Destination Haiti

Under fire or in a friendly takeover, with Cedras in power or in exile, American troops were on their way in

  • Share
  • Read Later

(7 of 9)

Though Republicans especially have pressed the attack in Congress, a clear majority of Democrats oppose invasion also, and for a reason that will not cease to be relevant however U.S. troops go in. Their basic argument: Haiti is simply not worth the sacrifice of U.S. lives. Even an American diplomat on the scene concedes privately that in the "narrow, traditional" sense of the words, Haiti is not a vital interest for the U.S. It has no strategic position, no economic importance in terms of raw materials, markets or U.S. investment. Its army is no threat to the U.S., the Caribbean, Latin America or anybody except the unfortunate subjects of the dictatorship. The sarcastic summary of this position is that "Haiti is a dagger pointed at the heart of Dade County," the Florida region around Miami that might be overwhelmed by a flood of refugees.

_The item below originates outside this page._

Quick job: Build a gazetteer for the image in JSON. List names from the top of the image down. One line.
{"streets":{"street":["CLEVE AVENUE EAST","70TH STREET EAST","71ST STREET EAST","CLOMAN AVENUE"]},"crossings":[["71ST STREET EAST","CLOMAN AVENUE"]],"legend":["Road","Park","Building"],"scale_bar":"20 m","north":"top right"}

The Administration counters with a moral argument: the U.S. should do what it can to foster democracy and remove a murderous tyranny. Well, then, say critics, why not use military force in Bosnia or Rwanda, where worse atrocities have been committed, and on a much larger scale? Because they are far away and would require a major effort entailing heavy casualties with uncertain support from allies, Clinton's aides rejoin. The U.S. has a special obligation to promote democracy and oppose tyrannous atrocity in its own hemisphere. Haiti is one place where that can be done quickly, with worldwide backing and minimal loss of life. The U.S. should indeed promote democracy among its neighbors, reply the critics, but by political, diplomatic and economic pressure, not military force. Washington has no divine commission to impose democracy on its neighbors by brute strength.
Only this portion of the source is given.